### Task goal:
Your output should consist of the lines from the first line of the records below through the one with "I need the bounding", exactly, minus the pictures.

### Stored items:
»»
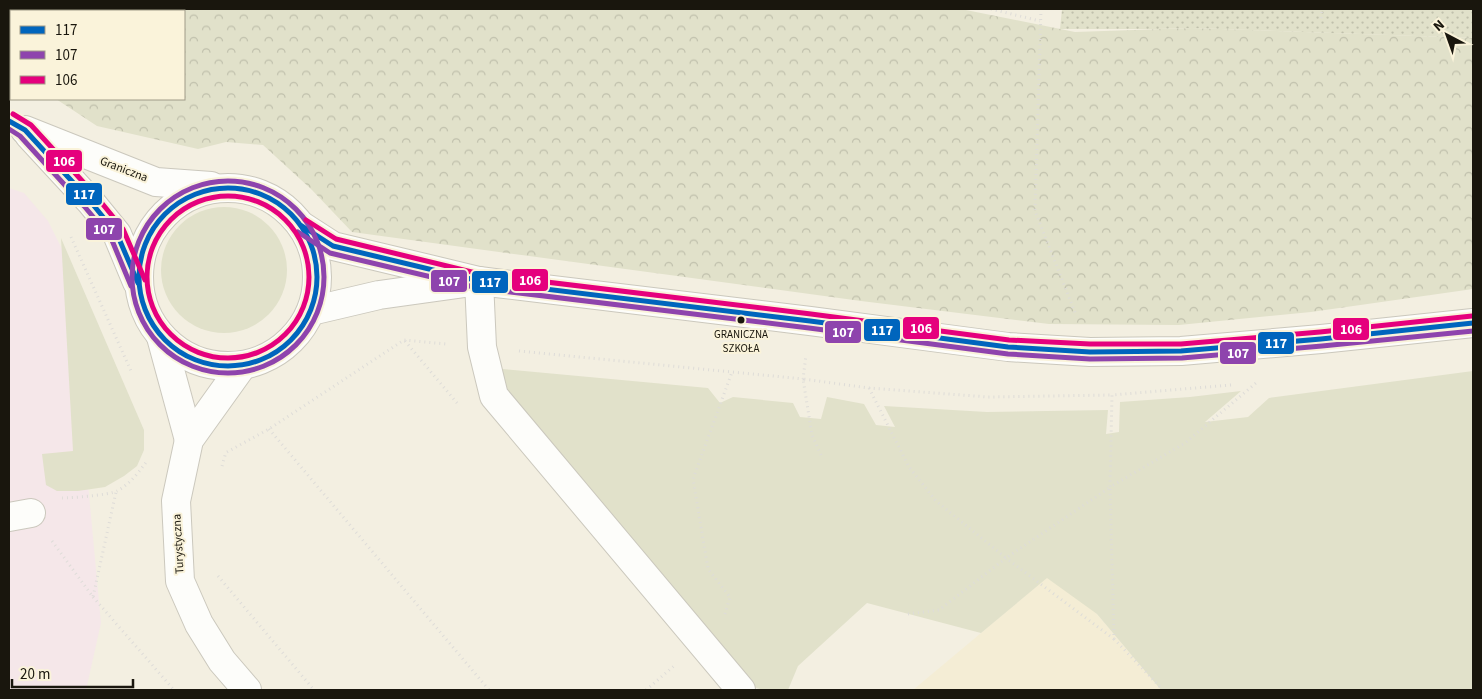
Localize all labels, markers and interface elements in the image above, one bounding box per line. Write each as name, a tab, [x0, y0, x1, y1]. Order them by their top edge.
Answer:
legend	[10, 10, 185, 100]
north arrow	[1422, 10, 1472, 60]
text: N	[1429, 15, 1449, 37]
text: 117	[55, 20, 77, 41]
text: 107	[55, 45, 77, 66]
text: 106	[55, 70, 77, 91]
line badge: 106	[45, 149, 83, 173]
text: 106	[53, 152, 75, 172]
street label: Graniczna	[97, 153, 150, 186]
line badge: 117	[65, 182, 103, 206]
text: 117	[73, 185, 95, 205]
line badge: 107	[85, 217, 123, 241]
text: 107	[93, 220, 115, 240]
line badge: 106	[511, 268, 549, 292]
line badge: 107	[430, 269, 468, 293]
line badge: 117	[471, 270, 509, 294]
text: 106	[519, 271, 541, 291]
text: 107	[438, 272, 460, 292]
text: 117	[479, 273, 501, 293]
marker: GRANICZNA SZKOŁA	[736, 315, 746, 325]
line badge: 106	[902, 316, 940, 340]
line badge: 106	[1332, 317, 1370, 341]
line badge: 117	[863, 318, 901, 342]
text: 106	[910, 319, 932, 339]
line badge: 107	[824, 320, 862, 344]
text: 106	[1340, 320, 1362, 340]
text: 117	[871, 321, 893, 341]
text: 107	[832, 323, 854, 343]
place label: GRANICZNA SZKOŁA	[714, 327, 768, 356]
line badge: 117	[1257, 331, 1295, 355]
text: 117	[1265, 334, 1287, 354]
line badge: 107	[1219, 341, 1257, 365]
text: 107	[1227, 344, 1249, 364]
street label: Turystyczna	[168, 514, 189, 574]
scale bar	[12, 656, 134, 688]
text: 20 m	[20, 664, 50, 685]

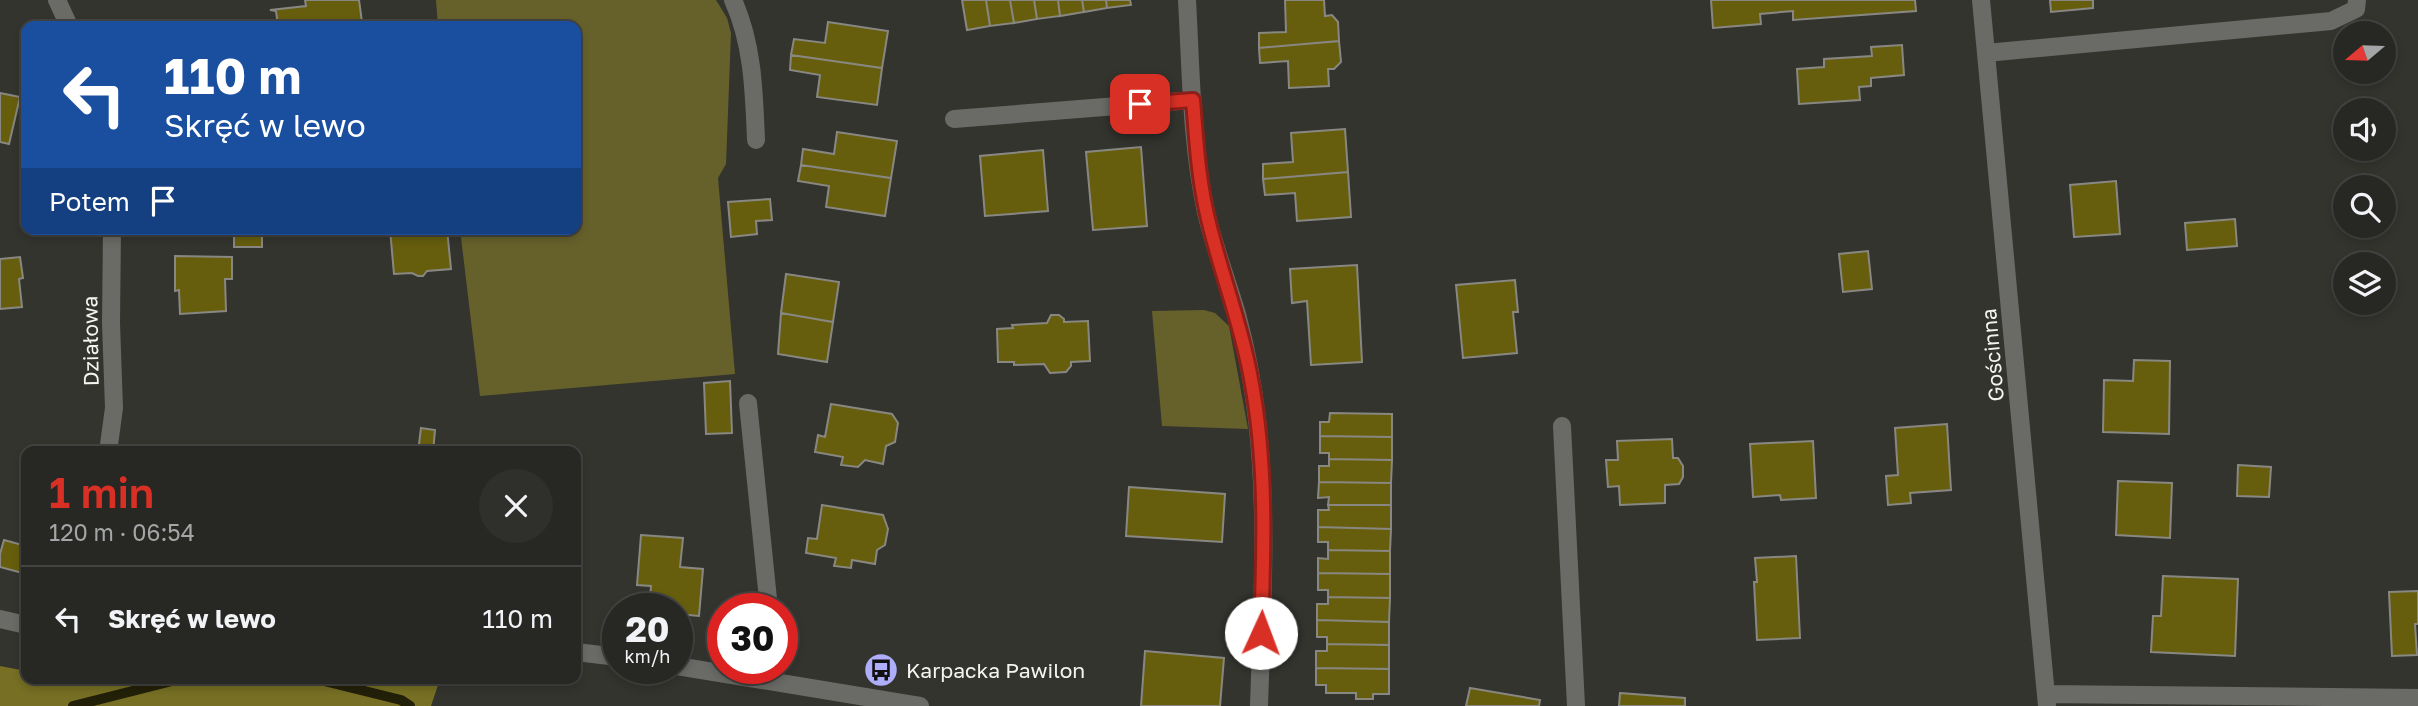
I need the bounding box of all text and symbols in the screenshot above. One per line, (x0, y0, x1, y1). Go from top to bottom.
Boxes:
north arrow (2333, 21, 2396, 84)
map controls (2333, 21, 2396, 315)
text: 110 m (164, 46, 301, 105)
icon: left (49, 49, 140, 140)
pin (1110, 74, 1170, 134)
icon: arrive (1121, 85, 1159, 123)
button: sound (2333, 98, 2396, 161)
text: Skręć w lewo (164, 106, 366, 144)
button: search (2333, 175, 2396, 238)
icon: arrive (144, 182, 182, 220)
text: Potem (49, 186, 130, 217)
button: layers (2333, 252, 2396, 315)
street label: Działowa (76, 296, 104, 386)
street label: Gościnna (1975, 307, 2009, 403)
text: 1 min (49, 467, 154, 517)
button: close (479, 469, 553, 543)
text: 120 m · 06:54 (49, 518, 195, 546)
speed limit sign: 30 (707, 593, 798, 684)
position arrow (1224, 596, 1298, 670)
icon: left (49, 600, 87, 638)
text: Skręć w lewo (108, 603, 276, 634)
text: 110 m (482, 603, 553, 634)
text: 20 (625, 608, 670, 650)
text: km/h (625, 645, 670, 667)
bus stop icon: Karpacka Pawilon (862, 651, 900, 689)
place label: Karpacka Pawilon (906, 657, 1085, 683)

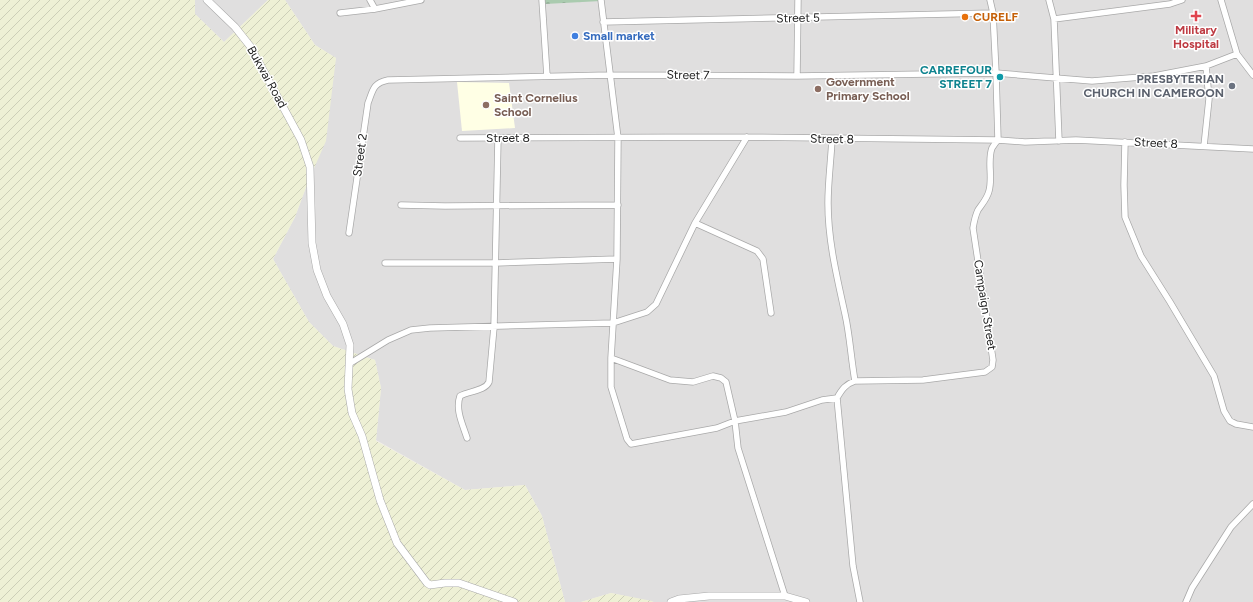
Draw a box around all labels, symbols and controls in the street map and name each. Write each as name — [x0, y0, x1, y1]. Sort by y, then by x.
place label: CURELF — [973, 10, 1018, 24]
marker: Military Hospital — [1190, 10, 1202, 22]
street label: Street 5 — [776, 11, 820, 25]
marker: CURELF — [960, 12, 970, 22]
place label: Military Hospital — [1173, 23, 1219, 51]
place label: Small market — [583, 29, 655, 43]
marker: Small market — [570, 31, 580, 41]
street label: Bukwai Road — [244, 44, 290, 110]
place label: CARREFOUR STREET 7 — [920, 63, 992, 91]
street label: Street 7 — [666, 68, 710, 82]
marker: CARREFOUR STREET 7 — [995, 72, 1005, 82]
place label: PRESBYTERIAN CHURCH IN CAMEROON — [1083, 72, 1224, 100]
place label: Government Primary School — [826, 75, 910, 103]
marker: PRESBYTERIAN CHURCH IN CAMEROON — [1227, 81, 1237, 91]
marker: Government Primary School — [813, 84, 823, 94]
place label: Saint Cornelius School — [494, 91, 578, 119]
marker: Saint Cornelius School — [481, 100, 491, 110]
street label: Street 8 — [486, 131, 530, 145]
street label: Street 8 — [810, 132, 854, 146]
street label: Street 2 — [350, 133, 370, 177]
street label: Street 8 — [1134, 135, 1178, 151]
street label: Campaign Street — [971, 259, 999, 352]

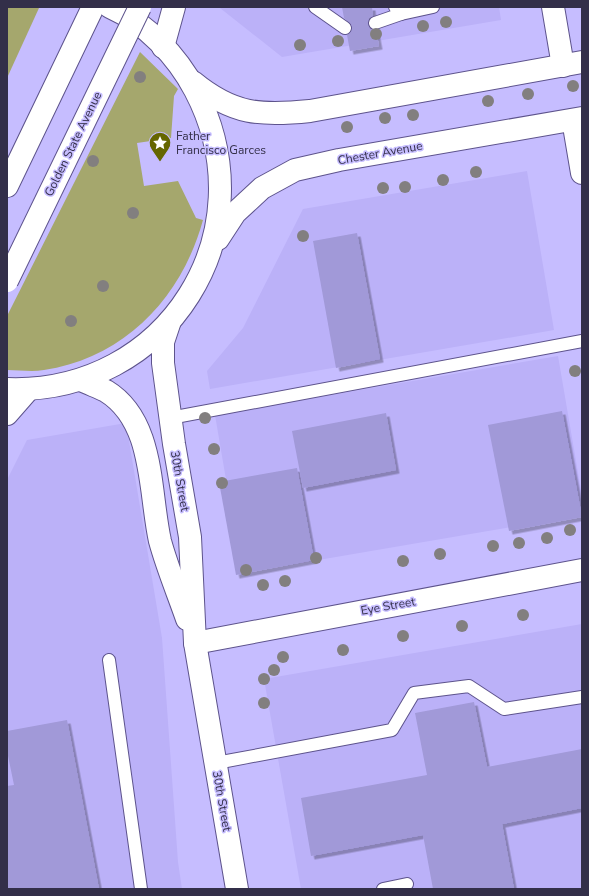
««
### Result for this task:
Localize all labels, markers and interface elements in the image above, one bounding box per line. Write each as name, a tab, [x0, y0, x1, y1]. Order them by their top edge.
Answer:
legend	[10, 10, 185, 100]
north arrow	[1422, 10, 1472, 60]
text: N	[1429, 15, 1449, 37]
text: 117	[55, 20, 77, 41]
text: 107	[55, 45, 77, 66]
text: 106	[55, 70, 77, 91]
line badge: 106	[45, 149, 83, 173]
text: 106	[53, 152, 75, 172]
street label: Graniczna	[97, 153, 150, 186]
line badge: 117	[65, 182, 103, 206]
text: 117	[73, 185, 95, 205]
line badge: 107	[85, 217, 123, 241]
text: 107	[93, 220, 115, 240]
line badge: 106	[511, 268, 549, 292]
line badge: 107	[430, 269, 468, 293]
line badge: 117	[471, 270, 509, 294]
text: 106	[519, 271, 541, 291]
text: 107	[438, 272, 460, 292]
text: 117	[479, 273, 501, 293]
marker: GRANICZNA SZKOŁA	[736, 315, 746, 325]
line badge: 106	[902, 316, 940, 340]
line badge: 106	[1332, 317, 1370, 341]
line badge: 117	[863, 318, 901, 342]
text: 106	[910, 319, 932, 339]
line badge: 107	[824, 320, 862, 344]
text: 106	[1340, 320, 1362, 340]
text: 117	[871, 321, 893, 341]
text: 107	[832, 323, 854, 343]
place label: GRANICZNA SZKOŁA	[714, 327, 768, 356]
line badge: 117	[1257, 331, 1295, 355]
text: 117	[1265, 334, 1287, 354]
line badge: 107	[1219, 341, 1257, 365]
text: 107	[1227, 344, 1249, 364]
street label: Turystyczna	[168, 514, 189, 574]
scale bar	[12, 656, 134, 688]
text: 20 m	[20, 664, 50, 685]

I need the bounding box of all text and symbols in the screenshot above. One per line, (x0, y0, x1, y1). Go from top to bottom.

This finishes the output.